May I start by strongly welcoming this statement and the advance sight of it? It has been, as Bill Browder rightly said, a long and difficult journey to persuade the Government to take this step. I know that it has been personally frustrating for the Foreign Secretary to be repeatedly challenged by me over recent weeks about the delays when he has spent the last eight years as its champion. For too long the UK has been a haven for those who use corruption, torture and murder to further their own ends. Today, I hope, sends a strong message that the UK is not their home and that their dirty money is not welcome here.

I pay tribute, too, to Sergei Magnitsky and his family, who have waited far too long for this day. Magnitsky worked for a British company, and it is right that, today, in his honour, we start to clean up the global corruption ​that he exposed and that cost him his life. I also put on record our support for ensuring that some of those responsible for his murder are the first to face consequences. The time for action against Russian Government officials who oppress LGBT people, Muslims and other minorities and who use chemical weapons on the streets of the UK is long overdue.

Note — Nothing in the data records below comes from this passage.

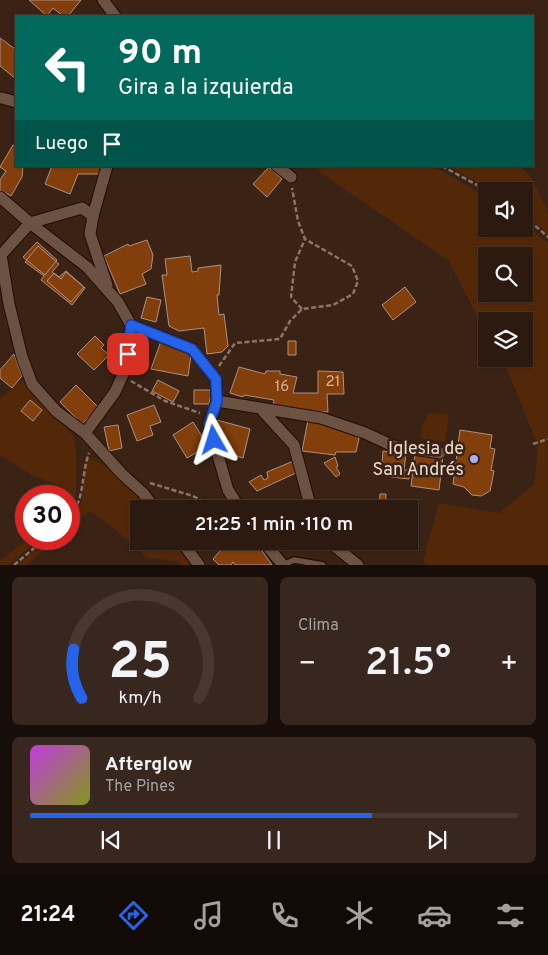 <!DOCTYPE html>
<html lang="es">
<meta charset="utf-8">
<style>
body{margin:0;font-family:Overpass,sans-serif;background:#38271e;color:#f1f3f6;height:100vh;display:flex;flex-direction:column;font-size:19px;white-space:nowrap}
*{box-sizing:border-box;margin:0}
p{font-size:16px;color:#a6a19f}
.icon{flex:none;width:28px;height:28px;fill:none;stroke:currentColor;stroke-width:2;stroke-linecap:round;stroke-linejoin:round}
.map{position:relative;height:565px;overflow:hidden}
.details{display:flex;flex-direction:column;gap:12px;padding:12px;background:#180e09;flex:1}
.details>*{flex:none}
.banner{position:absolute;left:15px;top:15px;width:519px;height:152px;border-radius:0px;box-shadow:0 1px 4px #0004,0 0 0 1px #483830;background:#00695c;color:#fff;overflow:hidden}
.tools{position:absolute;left:478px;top:182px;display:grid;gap:10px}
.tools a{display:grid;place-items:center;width:55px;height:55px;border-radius:0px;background:#2c1a10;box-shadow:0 1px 4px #0004,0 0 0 1px #483830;font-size:25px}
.speed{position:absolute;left:15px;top:485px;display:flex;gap:10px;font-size:25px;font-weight:700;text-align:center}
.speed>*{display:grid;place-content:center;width:65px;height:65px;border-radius:50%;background:#2c1a10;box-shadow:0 1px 4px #0004,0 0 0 1px #483830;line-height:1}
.speed .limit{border:8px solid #d22;background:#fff;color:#111}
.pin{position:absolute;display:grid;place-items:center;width:42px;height:42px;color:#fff;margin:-21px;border-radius:10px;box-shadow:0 2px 8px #0006}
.me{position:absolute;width:55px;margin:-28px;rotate:354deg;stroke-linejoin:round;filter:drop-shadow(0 0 4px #0008)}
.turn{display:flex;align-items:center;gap:18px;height:105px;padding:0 20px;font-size:22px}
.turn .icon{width:65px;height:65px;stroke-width:2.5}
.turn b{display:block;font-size:35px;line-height:42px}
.then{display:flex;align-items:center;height:48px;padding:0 20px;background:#0003;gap:10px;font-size:19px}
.big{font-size:38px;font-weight:600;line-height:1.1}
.details .widget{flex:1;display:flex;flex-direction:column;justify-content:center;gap:8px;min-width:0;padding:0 18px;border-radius:8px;background:#38271e}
.details .dial{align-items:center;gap:0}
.dial svg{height:130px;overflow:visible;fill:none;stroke:#483830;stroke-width:7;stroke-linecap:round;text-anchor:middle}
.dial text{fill:#f1f3f6;stroke:none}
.song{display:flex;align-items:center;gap:15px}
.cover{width:60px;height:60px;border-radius:8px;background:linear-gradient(135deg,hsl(290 70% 55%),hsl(70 70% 35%))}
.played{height:5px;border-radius:2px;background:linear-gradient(90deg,#2563eb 70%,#483830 70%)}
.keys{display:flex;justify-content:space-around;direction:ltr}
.heat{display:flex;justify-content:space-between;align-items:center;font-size:28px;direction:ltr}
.details .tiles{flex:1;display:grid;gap:12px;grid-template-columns:1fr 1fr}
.widget:last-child{grid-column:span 2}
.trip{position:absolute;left:130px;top:500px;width:288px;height:50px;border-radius:0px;background:#2c1a10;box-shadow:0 1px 4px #0004,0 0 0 1px #483830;font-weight:600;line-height:50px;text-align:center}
.tabs{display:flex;height:80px;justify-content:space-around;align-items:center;background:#120a06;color:#a6a19f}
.tabs .icon{width:35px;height:35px}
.tabs .active{color:#2563eb}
.tabs b{font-size:22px;color:#f1f3f6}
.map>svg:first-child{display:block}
.green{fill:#532809;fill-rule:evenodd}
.building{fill:#823f0b;stroke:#ae9080}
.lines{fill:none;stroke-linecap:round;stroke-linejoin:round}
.service-casing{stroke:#210c01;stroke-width:8}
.minor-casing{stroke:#210c01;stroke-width:13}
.path{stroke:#897569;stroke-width:2.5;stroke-dasharray:5 2.5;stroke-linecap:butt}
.service{stroke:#6c5242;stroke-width:5.5}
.minor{stroke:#6c5242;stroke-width:11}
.route-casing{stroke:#184099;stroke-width:12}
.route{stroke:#2563eb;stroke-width:9}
.poi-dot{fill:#a8b0fc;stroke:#3a2315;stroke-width:2}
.labels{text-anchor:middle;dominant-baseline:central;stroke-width:5;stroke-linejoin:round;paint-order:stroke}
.number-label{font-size:15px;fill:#d1b4a0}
.poi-label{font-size:18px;fill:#ebdbd2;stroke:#3a2315;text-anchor:end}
</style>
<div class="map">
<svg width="548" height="565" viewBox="0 0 548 565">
<rect width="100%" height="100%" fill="#3a2315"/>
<path class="green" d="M311,166H434L486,197V229H524V224L548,243V565H427L423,561L439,503L499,513L534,485L538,446L509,374L500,359H524V321H486V332L448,260ZM486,256H524V294H486Z
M448,166H520L531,177L548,212V234L524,214V191H494Z
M24,379L38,401L62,423L74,437L77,463L76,492L74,504L69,512V496H60L59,486L32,475L0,455V399Z
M434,413L449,415L445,442L424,439L420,437L422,426L428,414Z
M90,458C114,469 133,488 150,509H139V541H175L192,565H181L179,562L146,557L109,524L89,511L69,528V522L82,502L85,459Z
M27,539H40L8,565H0V561Z
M50,539H57L26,565H17Z"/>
<path class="building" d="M29,0H81L68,16H63L53,8L47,16Z
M0,38L15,49L16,47V79L0,66Z
M13,145L16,147V166H23L22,177L11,196L0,190V180L6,171L0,167Z
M52,166H102V174H78L70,194L45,184Z
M269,167L282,179L267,197L253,184Z
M147,240L153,255L151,269L142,274L146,284L120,294L104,256L128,244L129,246Z
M37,242L57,260L45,275L23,257Z
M38,246L59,264L52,272L61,279L66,272L85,288L72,305L41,280L44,276L25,262Z
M190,256L192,272L198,271V268L221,265L219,295H217L219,315L224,314L228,346L222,352L207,354L204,328L179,331L169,326L162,275H167L165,259Z
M66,271L84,287L71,302L47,281L54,273L59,277Z
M405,287L416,302L393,320L382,305Z
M147,297L161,300L156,322L141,318Z
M95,336L104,345L101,348L109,355L94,370L77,354Z
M161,341L191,355L188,376L151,369Z
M288,341H296V355H288Z
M14,354L22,376L12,388L0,378V370Z
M239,367L265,374L266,371H280V374L297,377L293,393H318V371L343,372L344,394H327L328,412L273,409L274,400L244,395L243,397L230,393Z
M158,380L179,391L173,402L152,391Z
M76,385L99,408L82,424L60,402Z
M194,390H212L209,404H194Z
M30,400L42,410L33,421L21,411Z
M154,405L161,422L150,426L153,435L137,441L127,415Z
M217,420L250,429L243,458L225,452L214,435Z
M308,420L347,430L359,438L356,452H336L335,455L302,451Z
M193,422L208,446L187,458L173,435Z
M118,425L122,448L109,451L104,427Z
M460,430L492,435L490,448L495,449L491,470L494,471L490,491L481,496L472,495L464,487L453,484Z
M383,451L406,454L404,470H410L409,479L391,477L392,470L382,465Z
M415,454L443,457L439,490L411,486Z
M335,457L338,466L336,467L340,474L336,477L324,463Z
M296,460L298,472L257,491L249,482L261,475L264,480L268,478L267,472Z
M380,494H386L385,509H379Z
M221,541H256L262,546L260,548L272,565H235L233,562L231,565H219L213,559L220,551L217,549L222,542Z"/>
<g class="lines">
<g class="service-casing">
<path id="service" d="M283,565L294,560L323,565"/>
</g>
<g class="minor-casing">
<path id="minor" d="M103,0L115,16
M2,98L16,102
M277,166L291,177
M0,197L30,223L87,267L118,302L131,325L126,368L115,392L85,433
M93,216L82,208L30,223L1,255L9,304L22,357L32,384L56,411L85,433L122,474L143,493L155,509
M107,285L90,234L93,216L107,166
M131,325L192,349L216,379L217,401L209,424L228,490L240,509
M217,401L321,418L365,433L393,446L440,453
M260,408L294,445L311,509
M181,541L199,565
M263,541L283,565
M328,541L358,565"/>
</g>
<path class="path" d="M442,166L488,191
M524,216L548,237
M302,309L291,297L295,262L305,239
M219,366L235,343L280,339L290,321L302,309L333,305L353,294L358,281L352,266L305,239L298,221L292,188
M131,381L165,401L200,413
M533,444L548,439
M150,483L193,496L217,509
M69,518C85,501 81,474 89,453
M14,565L45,539"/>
<use href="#service" class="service"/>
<use href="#minor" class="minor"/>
</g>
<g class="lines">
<g class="route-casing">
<path id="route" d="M128,354L131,325L192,349L216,379L217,401L209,424L214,440"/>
</g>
<use href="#route" class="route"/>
</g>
<circle class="poi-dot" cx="474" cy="459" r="5"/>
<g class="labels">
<g class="number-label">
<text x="333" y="382">21</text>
<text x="282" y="387">16</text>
</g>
<g class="poi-label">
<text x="464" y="449">Iglesia de<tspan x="464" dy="21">San Andrés</tspan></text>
</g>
</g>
</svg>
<div class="tools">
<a><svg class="icon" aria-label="sound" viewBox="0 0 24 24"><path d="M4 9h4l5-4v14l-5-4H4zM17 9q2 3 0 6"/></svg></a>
<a><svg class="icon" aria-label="search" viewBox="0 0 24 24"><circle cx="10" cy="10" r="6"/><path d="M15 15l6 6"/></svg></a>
<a><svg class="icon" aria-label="layers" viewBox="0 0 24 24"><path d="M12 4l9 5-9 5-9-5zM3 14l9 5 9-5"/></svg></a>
</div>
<div class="speed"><div class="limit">30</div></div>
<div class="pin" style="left:128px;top:354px;background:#d93025"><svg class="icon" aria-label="arrive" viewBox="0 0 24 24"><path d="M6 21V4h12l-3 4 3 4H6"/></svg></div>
<svg class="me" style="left:214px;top:440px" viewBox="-20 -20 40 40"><path d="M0-17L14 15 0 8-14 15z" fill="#2563eb" stroke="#fff" stroke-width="4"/></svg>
<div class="trip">21:25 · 1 min · 110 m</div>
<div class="banner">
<div class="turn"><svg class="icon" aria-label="left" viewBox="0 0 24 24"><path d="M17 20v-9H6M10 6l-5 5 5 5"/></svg><div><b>90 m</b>Gira a la izquierda</div></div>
<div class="then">Luego<svg class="icon" aria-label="arrive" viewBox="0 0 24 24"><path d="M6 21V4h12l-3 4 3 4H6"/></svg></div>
</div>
</div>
<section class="details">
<div class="tiles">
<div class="widget dial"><svg viewBox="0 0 100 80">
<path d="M14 69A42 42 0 1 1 86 69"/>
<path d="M14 69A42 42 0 0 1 9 39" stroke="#2563eb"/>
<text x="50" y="56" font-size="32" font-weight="700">25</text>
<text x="50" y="72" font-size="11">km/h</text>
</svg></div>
<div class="widget"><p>Clima</p>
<div class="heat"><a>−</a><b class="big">21.5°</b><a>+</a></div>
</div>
<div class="widget">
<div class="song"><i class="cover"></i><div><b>Afterglow</b><p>The Pines</p></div></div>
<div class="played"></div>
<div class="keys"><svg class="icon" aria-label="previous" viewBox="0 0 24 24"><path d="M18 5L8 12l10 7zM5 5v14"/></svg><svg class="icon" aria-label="pause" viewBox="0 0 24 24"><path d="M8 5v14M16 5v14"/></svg><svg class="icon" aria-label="next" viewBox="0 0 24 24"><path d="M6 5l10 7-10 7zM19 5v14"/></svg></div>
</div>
</div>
</section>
<nav class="tabs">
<b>21:24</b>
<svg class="icon active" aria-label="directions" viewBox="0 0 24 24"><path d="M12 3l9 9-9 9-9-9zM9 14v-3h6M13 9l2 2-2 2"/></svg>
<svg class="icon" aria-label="music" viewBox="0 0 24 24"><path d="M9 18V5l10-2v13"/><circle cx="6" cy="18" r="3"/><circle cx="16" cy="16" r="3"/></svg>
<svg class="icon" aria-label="phone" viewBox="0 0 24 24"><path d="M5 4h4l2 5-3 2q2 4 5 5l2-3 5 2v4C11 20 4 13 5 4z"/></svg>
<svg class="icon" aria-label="climate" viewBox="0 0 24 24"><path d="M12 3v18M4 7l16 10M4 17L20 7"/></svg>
<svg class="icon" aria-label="car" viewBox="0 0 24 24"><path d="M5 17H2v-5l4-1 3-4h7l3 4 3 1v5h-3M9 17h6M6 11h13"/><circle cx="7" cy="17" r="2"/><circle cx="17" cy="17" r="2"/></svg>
<svg class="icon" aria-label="filters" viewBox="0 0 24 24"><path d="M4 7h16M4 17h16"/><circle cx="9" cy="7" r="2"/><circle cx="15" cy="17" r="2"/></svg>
</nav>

This is a profound act of solidarity with the Russian people over those who have made their lives a misery for far too long.

I welcome, too, the Foreign Secretary’s action against those involved in the appalling murder of Jamal Khashoggi. I gently say to him that, although today is not the day for sparring across the Dispatch Box, it would be welcome if it marked the start of a more consistent approach from the Government towards Saudi Arabia, and in particular the arms sales from this country that are being used to harm innocent civilians in Yemen.

Similarly, we are grateful to the Foreign Secretary for including the Rohingya in Myanmar in today’s announcement. I hope that he will use his new remit to consider why the UK investment arm, CDC, continues to invest in those who are complicit in silencing people who speak out against human rights abuses in Myanmar.

I welcome the inclusion of trafficking in the measures; the former Member for Bishop Auckland would be delighted to see that, as the Government have previously resisted it. I express serious concern, however, that the Foreign Secretary has not yet been able to persuade his colleagues of the need to include corruption in scope. Corruption and human rights abuses go hand in hand and that must be urgently resolved. The former Prime Minister, David Cameron, expressed regret that he had not acted on the issue earlier:

“I soon realised…the advantages of working together—with other countries—under a common heading…You get extra clout from coming together across the world and saying with one voice to those who are responsible for unacceptable acts: ‘We are united’”

The Foreign Secretary mentioned the USA and Canada and our desire to stand closely with them. They have included corruption in scope and the UK must follow suit.

Can the Foreign Secretary confirm that the measures apply to UK overseas territories and Crown dependencies? We must not create a back door that allows the laundering of blood money in the United Kingdom.

Will all names be published, including those subject to visa bans? I am sorry to do this to the Foreign Secretary, but I refer him to his earlier words. As he put it:

“If we are dealing with people who are complicit in torture and there is enough evidence to substantiate and justify a visa ban, what possible countervailing reason can there be, whether it is to change their behaviour or otherwise, for not making their name public? Would not making their name public deter others?”—[Official Report, 2 April 2014; Vol. 578, c. 300-301WH.]

He also tabled an amendment to the Criminal Finances Act 2017 seeking a public register of people who are subject to such orders, and he rightly set out in that amendment to ensure that third parties could refer to the list. We agree with him. There must be a clear mechanism for civil society to refer in line with the criteria. Can he give us an assurance that that will be forthcoming?

Similarly, will the Foreign Secretary reflect on arrangements in the United States that provide a congressional trigger and allow our Select Committee Chairs to make referrals to the list as well? I can see that ​the Chair of the Foreign Affairs Committee is nodding; I would expect him to agree with that suggestion. I hope that the Foreign Secretary will agree too.

Finally, as the Foreign Secretary has long championed, we must have transparency in the process. There has been serious concern about the influence of big money on politics. It is essential that there is independent oversight of the list to ensure that nobody can buy their way out of British justice. Will he commit to parliamentary scrutiny of the list and the way that decisions are taken? I know that he will face resistance from colleagues, but we will strongly support him in that endeavour.

Today is a day that we stand up against corruption and dirty money and for our values with the full support of this House. There can be no ambiguity and no double standards. The UK must lead the way at home and abroad.